Homework 2
CS522, Winter 2011
Due: Wednesday, February 2
Please upload your files to CSNS.
The files should include all the source code, documentation (optional),
and a text file hw2.txt,
which contains detailed instructions on how to compile and run your
program on the CS3 server. Note that file
uploading will be disabled automatically after 11:59PM
of the due date, so please turn in your work on time.
[Readings]
- Read Chapter 5.1 and 5.2 of the textbook.
[Association Rule Mining with Apriori Algorithm] (80pt)
For this assignment, you are going to implement the Apriori Algorithm described in Chapter
5.2 of the textbook to mine strong association rules. You may use any programming language
of your choice, as long
as your program can be compiled and run on CS3.

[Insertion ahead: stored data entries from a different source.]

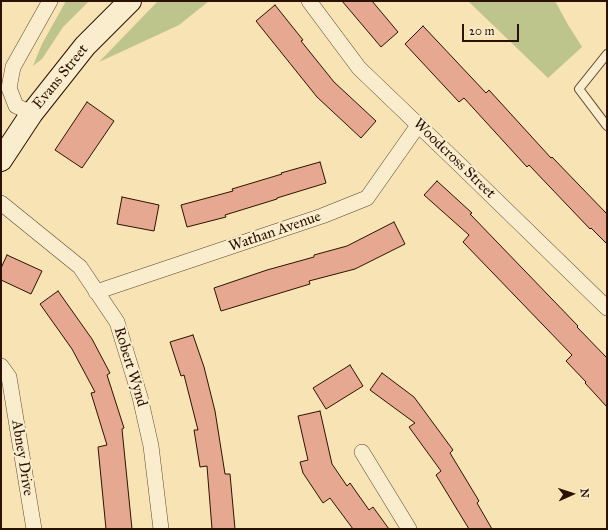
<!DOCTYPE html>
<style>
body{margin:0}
#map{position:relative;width:608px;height:530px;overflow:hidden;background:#f7e3b3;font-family:"IM FELL Great Primer",serif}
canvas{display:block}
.frame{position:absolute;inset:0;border:2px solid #2b1200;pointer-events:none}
.north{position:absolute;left:552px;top:474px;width:40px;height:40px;-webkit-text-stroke:3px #faedce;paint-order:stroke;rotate:87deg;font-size:11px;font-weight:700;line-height:16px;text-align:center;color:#2b1200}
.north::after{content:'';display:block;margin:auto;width:14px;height:18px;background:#2b1200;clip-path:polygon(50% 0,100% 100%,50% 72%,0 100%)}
.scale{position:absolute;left:462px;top:24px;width:57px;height:18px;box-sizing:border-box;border:2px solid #2b1200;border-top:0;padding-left:5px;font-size:12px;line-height:14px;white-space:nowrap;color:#2b1200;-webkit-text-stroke:3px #faedce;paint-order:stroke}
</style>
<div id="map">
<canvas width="608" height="530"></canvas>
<div class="frame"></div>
<div class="north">N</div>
<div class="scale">20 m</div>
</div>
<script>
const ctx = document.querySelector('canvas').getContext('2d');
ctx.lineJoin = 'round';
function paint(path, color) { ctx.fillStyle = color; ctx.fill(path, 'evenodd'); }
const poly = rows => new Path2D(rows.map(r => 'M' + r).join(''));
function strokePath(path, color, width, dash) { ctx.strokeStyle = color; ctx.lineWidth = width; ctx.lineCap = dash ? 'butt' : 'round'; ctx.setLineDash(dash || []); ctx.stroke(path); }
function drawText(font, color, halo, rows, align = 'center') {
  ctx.font = font + ' "IM FELL Great Primer",serif'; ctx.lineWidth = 4; ctx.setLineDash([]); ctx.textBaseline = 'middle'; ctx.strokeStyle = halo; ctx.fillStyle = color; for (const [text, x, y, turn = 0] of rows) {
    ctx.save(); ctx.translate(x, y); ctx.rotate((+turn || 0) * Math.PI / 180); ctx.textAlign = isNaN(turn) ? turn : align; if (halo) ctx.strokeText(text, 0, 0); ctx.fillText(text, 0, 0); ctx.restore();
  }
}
const green = poly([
 [66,1,89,1,63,27,42,59,33,66,42,44],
 [158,1,209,1,179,25,99,62],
 [468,1,555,1,567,23,582,47,548,78]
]);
const building = poly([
 [342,1,372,1,398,32,381,47,342,1],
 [275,5,303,40,301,41,334,82,376,121,361,138,317,97,256,21,275,5],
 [423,26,486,93,489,90,551,158,552,157,607,214,607,244,591,228,590,229,529,165,527,167,464,98,459,102,405,44,423,26],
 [87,102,114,121,82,168,55,150,87,102],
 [320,162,326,183,277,198,277,199,225,215,226,217,187,227,181,205,233,191,232,189,282,174,281,173,320,162],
 [437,181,472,213,470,214,578,326,577,327,607,358,607,407,585,383,586,382,566,361,572,355,463,242,469,235,424,195,437,181],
 [122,197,159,205,154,231,117,224,122,197],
 [394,222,405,244,355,269,309,281,310,284,221,311,214,288,267,270,314,257,314,255,347,246,394,222],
 [7,255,42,271,31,294,1,280,1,268,7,255],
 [58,291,92,339,110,373,107,375,124,428,122,429,132,529,106,529,98,447,107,445,91,393,95,392,72,349,40,304,58,291],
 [193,335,204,367,215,411,225,474,230,474,235,529,212,529,207,466,200,467,194,430,198,430,184,375,181,376,170,342,193,335],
 [350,365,363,386,326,409,313,388,350,365],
 [382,373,414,397,453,450,450,453,479,501,477,503,492,529,469,529,436,475,441,471,409,427,415,423,370,390,382,373],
 [320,411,332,464,347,486,350,483,369,510,373,507,389,529,353,529,330,498,323,503,303,473,300,462,308,460,298,416,320,411]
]);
const lane = poly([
 [607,54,579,89,607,126]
]);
const street = poly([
 [309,1,359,68,461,166,607,308],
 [32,113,16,106,9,88,13,67,50,1],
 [1,203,80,267,117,322,140,397,151,446,161,529],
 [96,292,322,216,367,198,419,124],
 [1,366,9,377,34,529],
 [362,452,409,529]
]);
const secondary = poly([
 [1,160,32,113,85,46,130,1]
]);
const streetNames = [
 ["Evans Street",61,77,-51],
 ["Woodcross Street",454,159,44],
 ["Wathan Avenue",275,232,-19],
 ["Robert Wynd",130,367,73],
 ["Abney Drive",22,458,81]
];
paint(green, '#bdc48c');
paint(building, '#e7a892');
strokePath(building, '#2b1200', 1);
strokePath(lane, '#5e462d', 10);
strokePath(street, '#5e462d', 16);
strokePath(secondary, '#2b1200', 24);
strokePath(lane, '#faedce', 8);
strokePath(street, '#faedce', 15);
strokePath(secondary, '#faedce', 22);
drawText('15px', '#2b1200', '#faedce', streetNames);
</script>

Please send an email to csun@calstatela.edu
and ask for an account on CS3.
A number of programming languages are available on CS3, including C,
C++, Java, and several scripting languages such as Perl,
Python, and Ruby. Please try
compiling and running a simple program on CS3 before you decide
what language you are going to use.
You program must take four command line parameters as follows (I'm
going to use Java for examples, but as stated earlier, you may use
other programming languages):
java Apriori
<inputFile> <outputFile> <minSupportCount> <minConfidence>
- inputFile is the name of a text file that contains the
transactions. Each transaction occupies one line, and the items in each
transaction are separated by white spaces. You may assume that the
items are represented by integers starting from 0. Two sample input
files, test.txt
and retail.txt [1]
are available.
- outputFile is the name of a text file that contains
the strong association rules discovered. Each association rule occupies one line in the format of
A -> B, SupportCount, Confidence
For example:
48 170 -> 38 39, 1193, 0.7662170841361593
- minSupportCount is the minimum support count, which is an integer greater than 0, e.g. 1000.
- minConfidence is the minimum confidence, which is a value between 0 and 1, e.g. 0.7.
After you complete your program, please test it with a small dataset
(e.g. test.txt) to make sure the results are correct, and then test it
with a larger dataset (e.g. retail.txt) to make sure its performance is reasonable.
Note that
- Use of existing Apriori code or other frequent pattern
mining code found online or from other sources will be considered
cheating.
- Your program may not rely on any external tools or databases.
- To receive full credit, your program must be able to mine the retail dataset (i.e. retail.txt) with minSupportCount=1000 and minConfidence=0.7 within 30 seconds on CS3.
- I will time the running time of each program. The five
fastest
programs will receive up to 15% extra credit, and the five slowest
programs and the programs that cannot finish the tests due to code
inefficiency (e.g. memory overflow) will receive up to 30% extra penalty.
[1] retail.txt is a dataset provided by Tom Brijs and contains the anonymized retail market basket data from an anonymous Belgian retail store.